§ What the exercise asks: Search the records for the string "small", then copy each line where it appears.

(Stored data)

[Start of section]

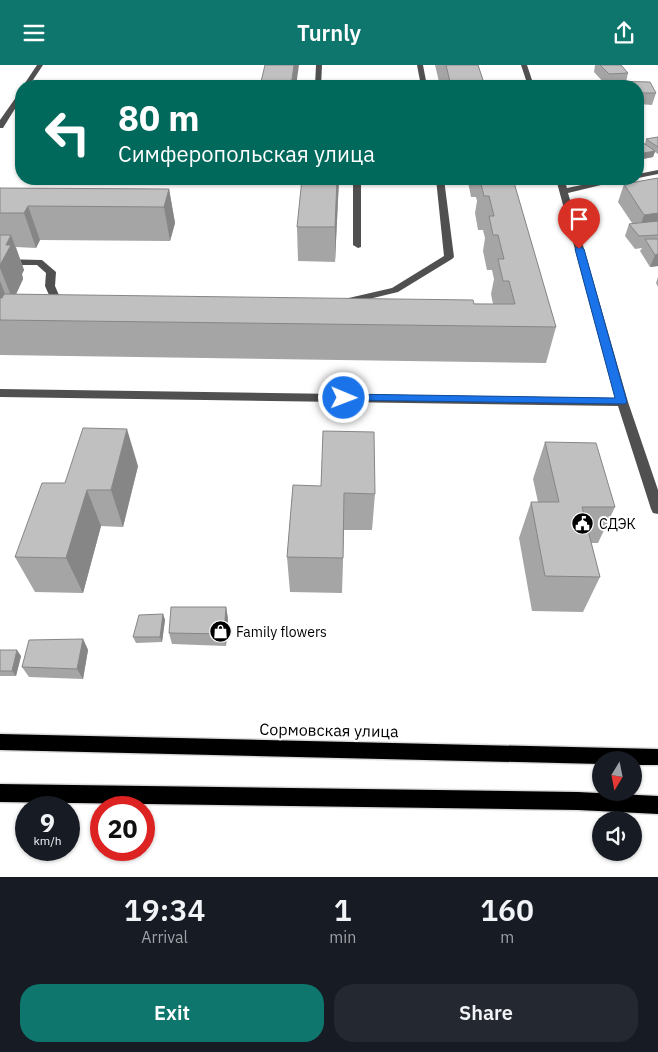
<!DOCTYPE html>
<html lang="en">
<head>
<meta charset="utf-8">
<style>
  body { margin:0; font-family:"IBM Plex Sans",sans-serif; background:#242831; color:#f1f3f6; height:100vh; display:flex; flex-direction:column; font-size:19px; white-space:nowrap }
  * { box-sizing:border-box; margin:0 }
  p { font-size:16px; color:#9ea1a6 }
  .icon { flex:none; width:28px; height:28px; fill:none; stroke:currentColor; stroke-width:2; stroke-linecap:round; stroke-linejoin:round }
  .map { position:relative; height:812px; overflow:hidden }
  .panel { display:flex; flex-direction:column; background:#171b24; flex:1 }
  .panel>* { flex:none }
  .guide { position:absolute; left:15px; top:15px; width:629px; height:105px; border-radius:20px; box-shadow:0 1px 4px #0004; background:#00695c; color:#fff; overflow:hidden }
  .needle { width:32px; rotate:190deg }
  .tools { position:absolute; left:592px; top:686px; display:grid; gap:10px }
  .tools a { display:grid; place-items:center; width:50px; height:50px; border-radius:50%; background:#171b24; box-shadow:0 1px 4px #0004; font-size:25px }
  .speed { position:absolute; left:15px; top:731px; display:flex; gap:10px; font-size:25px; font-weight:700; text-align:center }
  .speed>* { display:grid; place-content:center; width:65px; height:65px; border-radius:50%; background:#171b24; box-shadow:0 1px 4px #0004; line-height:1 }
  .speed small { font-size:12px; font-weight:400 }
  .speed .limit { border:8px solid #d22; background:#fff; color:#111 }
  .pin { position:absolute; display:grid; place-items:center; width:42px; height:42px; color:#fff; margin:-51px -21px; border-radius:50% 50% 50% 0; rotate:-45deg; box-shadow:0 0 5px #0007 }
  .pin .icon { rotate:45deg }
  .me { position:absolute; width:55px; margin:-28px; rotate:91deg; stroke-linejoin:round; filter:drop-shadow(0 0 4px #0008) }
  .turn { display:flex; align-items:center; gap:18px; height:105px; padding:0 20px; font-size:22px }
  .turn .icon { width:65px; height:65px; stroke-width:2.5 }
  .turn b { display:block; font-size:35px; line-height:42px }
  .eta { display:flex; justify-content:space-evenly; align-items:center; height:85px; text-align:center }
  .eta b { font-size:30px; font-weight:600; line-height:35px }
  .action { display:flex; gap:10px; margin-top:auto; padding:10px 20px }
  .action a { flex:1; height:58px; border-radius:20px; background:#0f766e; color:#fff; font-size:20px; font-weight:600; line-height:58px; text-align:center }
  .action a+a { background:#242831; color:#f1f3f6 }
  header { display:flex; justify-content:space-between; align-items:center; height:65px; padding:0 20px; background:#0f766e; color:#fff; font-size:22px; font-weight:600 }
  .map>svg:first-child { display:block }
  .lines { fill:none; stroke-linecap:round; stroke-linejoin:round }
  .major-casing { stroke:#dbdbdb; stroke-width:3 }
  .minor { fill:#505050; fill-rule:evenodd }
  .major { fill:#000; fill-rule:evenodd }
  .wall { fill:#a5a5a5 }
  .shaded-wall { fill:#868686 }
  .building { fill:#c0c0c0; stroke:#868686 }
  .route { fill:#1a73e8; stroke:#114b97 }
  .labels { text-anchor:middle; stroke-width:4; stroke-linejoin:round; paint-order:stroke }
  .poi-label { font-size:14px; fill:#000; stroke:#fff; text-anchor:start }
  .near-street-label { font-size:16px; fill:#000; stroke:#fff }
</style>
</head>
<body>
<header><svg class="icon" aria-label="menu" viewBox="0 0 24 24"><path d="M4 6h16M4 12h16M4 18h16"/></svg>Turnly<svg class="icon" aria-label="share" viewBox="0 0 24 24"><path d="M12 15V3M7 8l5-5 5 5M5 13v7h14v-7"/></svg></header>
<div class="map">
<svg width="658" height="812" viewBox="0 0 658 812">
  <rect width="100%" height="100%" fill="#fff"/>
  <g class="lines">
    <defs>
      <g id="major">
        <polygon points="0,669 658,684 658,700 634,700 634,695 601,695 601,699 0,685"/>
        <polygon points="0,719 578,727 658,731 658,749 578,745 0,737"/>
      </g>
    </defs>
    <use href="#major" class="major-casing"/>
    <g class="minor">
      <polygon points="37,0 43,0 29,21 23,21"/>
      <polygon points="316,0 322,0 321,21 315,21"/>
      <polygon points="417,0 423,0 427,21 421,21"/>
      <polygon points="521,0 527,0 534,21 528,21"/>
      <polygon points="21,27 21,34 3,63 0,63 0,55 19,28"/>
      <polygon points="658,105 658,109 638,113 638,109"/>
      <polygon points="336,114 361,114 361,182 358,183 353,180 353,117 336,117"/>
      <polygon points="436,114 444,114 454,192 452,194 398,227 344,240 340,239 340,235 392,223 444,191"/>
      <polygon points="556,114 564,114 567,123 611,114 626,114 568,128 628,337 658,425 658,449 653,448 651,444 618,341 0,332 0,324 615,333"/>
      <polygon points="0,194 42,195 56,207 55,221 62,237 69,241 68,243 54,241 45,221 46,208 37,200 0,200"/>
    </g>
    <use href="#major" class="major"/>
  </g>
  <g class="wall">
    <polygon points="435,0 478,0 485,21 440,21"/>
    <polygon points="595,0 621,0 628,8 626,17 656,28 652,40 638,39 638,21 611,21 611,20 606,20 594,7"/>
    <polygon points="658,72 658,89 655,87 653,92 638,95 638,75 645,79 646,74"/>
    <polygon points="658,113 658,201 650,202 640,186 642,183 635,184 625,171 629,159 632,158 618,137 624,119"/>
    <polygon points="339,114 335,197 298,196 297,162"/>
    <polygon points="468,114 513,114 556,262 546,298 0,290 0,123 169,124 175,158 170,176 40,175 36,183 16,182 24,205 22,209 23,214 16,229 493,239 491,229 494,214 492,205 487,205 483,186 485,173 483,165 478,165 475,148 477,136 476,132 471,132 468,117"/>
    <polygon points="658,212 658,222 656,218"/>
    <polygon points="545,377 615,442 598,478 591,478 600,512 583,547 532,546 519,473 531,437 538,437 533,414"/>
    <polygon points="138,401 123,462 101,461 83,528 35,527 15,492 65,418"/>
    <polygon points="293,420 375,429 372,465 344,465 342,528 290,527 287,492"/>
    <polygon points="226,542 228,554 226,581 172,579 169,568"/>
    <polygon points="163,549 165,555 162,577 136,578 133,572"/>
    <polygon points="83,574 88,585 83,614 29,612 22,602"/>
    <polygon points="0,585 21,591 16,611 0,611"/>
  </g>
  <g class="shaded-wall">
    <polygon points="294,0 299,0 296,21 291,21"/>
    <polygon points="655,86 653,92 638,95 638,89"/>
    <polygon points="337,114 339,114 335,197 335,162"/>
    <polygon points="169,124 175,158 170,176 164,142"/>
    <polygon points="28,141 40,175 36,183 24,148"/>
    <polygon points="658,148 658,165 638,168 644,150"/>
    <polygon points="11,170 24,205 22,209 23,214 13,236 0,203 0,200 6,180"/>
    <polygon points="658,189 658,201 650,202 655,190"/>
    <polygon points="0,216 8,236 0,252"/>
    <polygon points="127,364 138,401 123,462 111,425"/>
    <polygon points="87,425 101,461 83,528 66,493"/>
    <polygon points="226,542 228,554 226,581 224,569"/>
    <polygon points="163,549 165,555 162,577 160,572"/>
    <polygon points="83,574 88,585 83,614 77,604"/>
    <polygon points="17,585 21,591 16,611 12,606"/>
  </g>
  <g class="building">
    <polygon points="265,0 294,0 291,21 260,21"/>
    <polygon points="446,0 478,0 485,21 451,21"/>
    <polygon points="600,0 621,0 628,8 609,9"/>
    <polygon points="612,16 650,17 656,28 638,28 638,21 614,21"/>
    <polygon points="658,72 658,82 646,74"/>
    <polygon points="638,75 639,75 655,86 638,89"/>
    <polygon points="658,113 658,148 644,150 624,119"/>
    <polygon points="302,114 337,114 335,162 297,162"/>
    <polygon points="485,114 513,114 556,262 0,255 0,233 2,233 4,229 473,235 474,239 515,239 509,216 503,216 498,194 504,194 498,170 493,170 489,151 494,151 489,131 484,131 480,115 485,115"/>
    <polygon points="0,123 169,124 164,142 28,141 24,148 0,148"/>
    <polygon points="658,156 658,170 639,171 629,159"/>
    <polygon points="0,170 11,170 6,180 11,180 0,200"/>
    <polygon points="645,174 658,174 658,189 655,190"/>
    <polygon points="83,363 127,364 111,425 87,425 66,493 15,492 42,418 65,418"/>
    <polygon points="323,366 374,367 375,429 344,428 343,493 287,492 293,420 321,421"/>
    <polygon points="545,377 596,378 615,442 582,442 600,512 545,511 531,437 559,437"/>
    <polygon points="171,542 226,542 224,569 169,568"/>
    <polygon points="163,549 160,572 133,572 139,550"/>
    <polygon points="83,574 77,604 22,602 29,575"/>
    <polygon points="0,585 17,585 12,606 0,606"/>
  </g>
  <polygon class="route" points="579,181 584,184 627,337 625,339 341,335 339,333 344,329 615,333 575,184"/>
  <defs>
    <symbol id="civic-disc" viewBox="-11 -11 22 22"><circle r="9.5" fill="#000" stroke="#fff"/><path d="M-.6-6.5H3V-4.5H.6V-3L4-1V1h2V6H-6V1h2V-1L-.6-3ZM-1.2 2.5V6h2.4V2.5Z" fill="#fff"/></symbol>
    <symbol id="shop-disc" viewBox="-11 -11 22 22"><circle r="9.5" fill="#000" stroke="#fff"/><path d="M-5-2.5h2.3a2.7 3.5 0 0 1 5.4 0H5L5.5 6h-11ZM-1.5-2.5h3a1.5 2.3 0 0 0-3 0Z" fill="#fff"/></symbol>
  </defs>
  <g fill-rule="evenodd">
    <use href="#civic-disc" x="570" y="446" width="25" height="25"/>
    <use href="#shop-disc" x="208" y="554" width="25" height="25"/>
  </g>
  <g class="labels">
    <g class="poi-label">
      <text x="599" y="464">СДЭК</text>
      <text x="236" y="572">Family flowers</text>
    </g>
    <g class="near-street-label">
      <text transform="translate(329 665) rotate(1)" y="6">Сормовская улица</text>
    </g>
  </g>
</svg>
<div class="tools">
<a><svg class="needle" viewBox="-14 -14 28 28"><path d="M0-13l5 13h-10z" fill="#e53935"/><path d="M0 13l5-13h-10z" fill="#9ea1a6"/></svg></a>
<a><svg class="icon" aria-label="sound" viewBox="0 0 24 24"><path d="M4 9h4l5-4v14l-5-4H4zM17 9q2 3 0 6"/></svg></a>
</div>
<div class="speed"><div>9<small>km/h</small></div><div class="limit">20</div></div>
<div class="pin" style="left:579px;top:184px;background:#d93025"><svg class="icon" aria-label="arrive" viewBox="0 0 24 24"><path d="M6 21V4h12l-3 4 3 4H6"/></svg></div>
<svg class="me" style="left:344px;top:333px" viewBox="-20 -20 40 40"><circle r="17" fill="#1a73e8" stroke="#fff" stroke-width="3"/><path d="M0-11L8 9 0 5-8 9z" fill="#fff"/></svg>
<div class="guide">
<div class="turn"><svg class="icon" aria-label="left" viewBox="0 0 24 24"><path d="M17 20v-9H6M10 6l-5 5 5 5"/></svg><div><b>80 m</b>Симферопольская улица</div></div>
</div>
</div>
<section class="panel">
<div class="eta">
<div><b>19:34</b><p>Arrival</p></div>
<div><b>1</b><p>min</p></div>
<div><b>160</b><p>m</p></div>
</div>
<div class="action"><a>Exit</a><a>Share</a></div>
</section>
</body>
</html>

[End of section]

§ Solution for this task:
  .speed small { font-size:12px; font-weight:400 }
<div class="speed"><div>9<small>km/h</small></div><div class="limit">20</div></div>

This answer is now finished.